Build a new experimental text-to-SQL stack for local evals that is better than the current one-shot baseline, but still cheap enough to build with the pieces we already have. The goal is not a full agentic system yet. The goal is a bounded non-one-shot backend that can be run inside apps/evals sql and compared honestly against the existing dataface backend on the local benchmark.

The stack should target the low-hanging fruit from the SOTA gap analysis:

  1. explicit planning before final SQL
  2. multiple SQL candidates instead of one
  3. local validation and bounded repair before returning the final answer
  4. simple evidence-based candidate selection

It should not require new retrieval infrastructure, a new semantic layer, or an open-ended warehouse exploration agent.

Context

What we already have

The repo already contains most of the primitives needed for a first non-one-shot stack:

  • dataface/ai/generate_sql.py - shared one-shot SQL generation used by product paths and evals
  • apps/evals/sql/backends.py - pluggable backend factory layer for benchmark runs
  • apps/evals/sql/context.py - existing context providers (dbt_package, inspect_cache)
  • apps/evals/sql/grounding.py and apps/evals/sql/scorer.py - local parse and grounding analysis
  • apps/evals/sql/runner.py - async benchmark runner with JSONL + summary output
  • dataface/ai/mcp/tools.py:execute_query - existing read-only execution primitive if we want optional local execution smoke checks

That means we do not need to invent a new eval framework to try a better stack. We already have the seam where a new backend can plug in.

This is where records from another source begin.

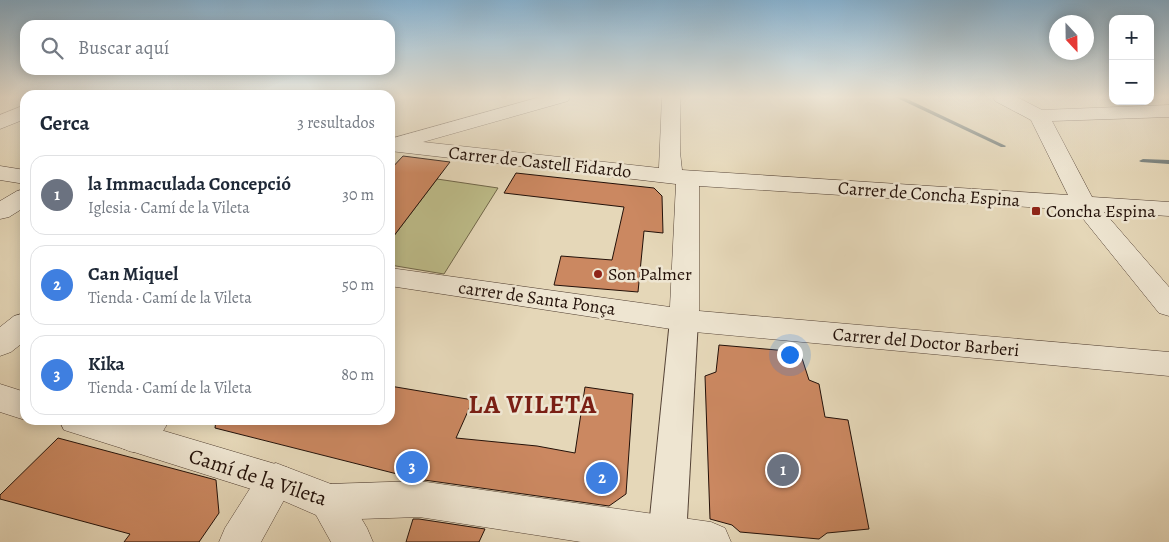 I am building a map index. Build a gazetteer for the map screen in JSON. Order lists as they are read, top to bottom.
{
  "streets": {
    "street": [
      "Carrer de Castell Fidardo",
      "Carrer de Concha Espina",
      "carrer de Santa Ponça",
      "Carrer del Doctor Barberi",
      "Camí de la Vileta"
    ]
  },
  "crossings": [
    ["Carrer de Castell Fidardo", "Carrer de Concha Espina"],
    ["carrer de Santa Ponça", "Carrer del Doctor Barberi"]
  ],
  "districts": ["LA VILETA"],
  "places": {
    "transit": ["Concha Espina"],
    "other": ["Son Palmer"]
  },
  "north": "bottom",
  "page": {
    "map_buttons": ["+", "−"],
    "search": "Buscar aquí",
    "heading": ["Cerca", "3 resultados"],
    "list": [
      {
        "mark": "1",
        "name": "la Immaculada Concepció",
        "note": "Iglesia · Camí de la Vileta",
        "value": "30 m"
      },
      {
        "mark": "2",
        "name": "Can Miquel",
        "note": "Tienda · Camí de la Vileta",
        "value": "50 m"
      },
      {
        "mark": "3",
        "name": "Kika",
        "note": "Tienda · Camí de la Vileta",
        "value": "80 m"
      }
    ],
    "pins": ["3", "1", "2"]
  }
} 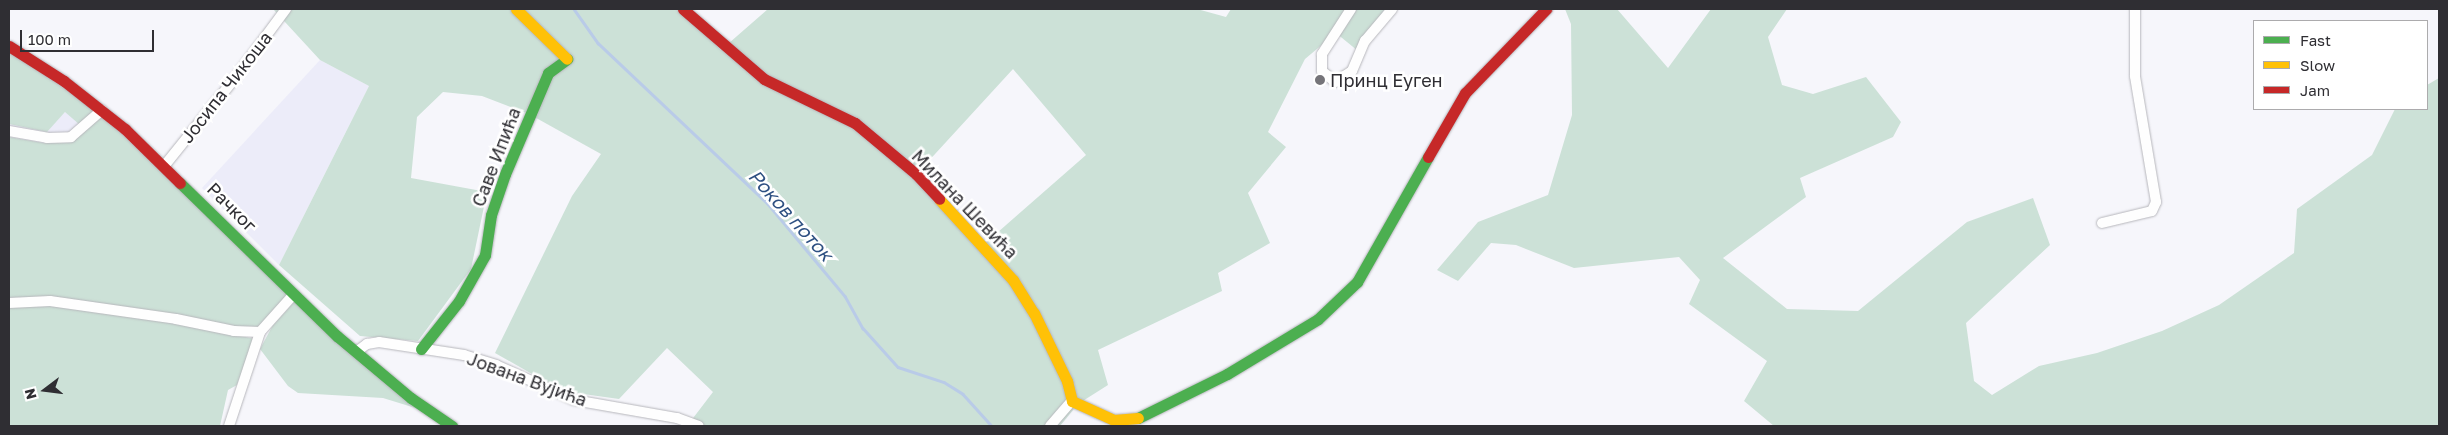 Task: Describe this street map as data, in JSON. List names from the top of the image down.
{
  "streets": {
    "street": [
      "Јосипа Чикоша",
      "Саве Ипића",
      "Милана Шевића",
      "Рачког",
      "Јована Вујића"
    ]
  },
  "crossings": [
    ["Јосипа Чикоша", "Рачког"],
    ["Саве Ипића", "Јована Вујића"],
    ["Рачког", "Јована Вујића"]
  ],
  "water": ["Роков поток"],
  "places": ["Принц Еуген"],
  "legend": ["Fast", "Slow", "Jam"],
  "scale_bar": "100 m",
  "north": "left"
}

Why this should be bounded and eval-first

The SOTA notes correctly point toward retrieval, exploration, repair, and selection, but most of that is still expensive or underspecified for us right now. We do not yet have:

  • a true search_context runtime
  • governed business-definition retrieval
  • a robust exploration-query policy
  • production-safe multi-step orchestration around warehouse execution

So the first version should stay intentionally smaller:

  • local eval backend first
  • bounded number of candidates
  • bounded number of repair attempts
  • validation driven by parse and grounding signals we already compute
  • optional execution only as a local developer mode, not as the required benchmark path

Proposed first stack

The first useful stack is:

  1. plan - ask the model for a compact structured query plan or schema-link hypothesis
  2. generate - generate 3-5 SQL candidates from that plan
  3. validate - run local parse and grounding checks on each candidate
  4. repair - give failing candidates one repair round using the concrete validation errors
  5. select - choose the best surviving candidate with deterministic heuristics first

This gets us out of pure one-shot generation without forcing a full agent rewrite.

Explicit non-goals

Do not turn this task into:

  • a full Cloud/chat integration task
  • a live retrieval/indexing project
  • a value-exploration or distinct-values tool buildout
  • a broad benchmark-gating system
  • an attempt to solve semantic/business grounding in one pass

If the bounded backend works, richer retrieval and exploration can be follow-up tasks.

Possible Solutions

  1. Recommended: build a bounded eval-only stack around the existing generator. Add a small staged pipeline that produces a structured plan, generates multiple SQL candidates, validates them locally with existing parse/grounding logic, repairs obviously fixable failures once, and selects the best candidate. Wire it in as a new apps/evals sql backend so it can be compared directly against the current dataface backend.

Why this is the right first step:

  • It directly addresses the biggest cheap gap: we currently generate one answer and stop.
  • It reuses code we already have instead of demanding new infrastructure.
  • It produces benchmark evidence quickly.
  • It keeps production risk low because the first integration point is eval-only.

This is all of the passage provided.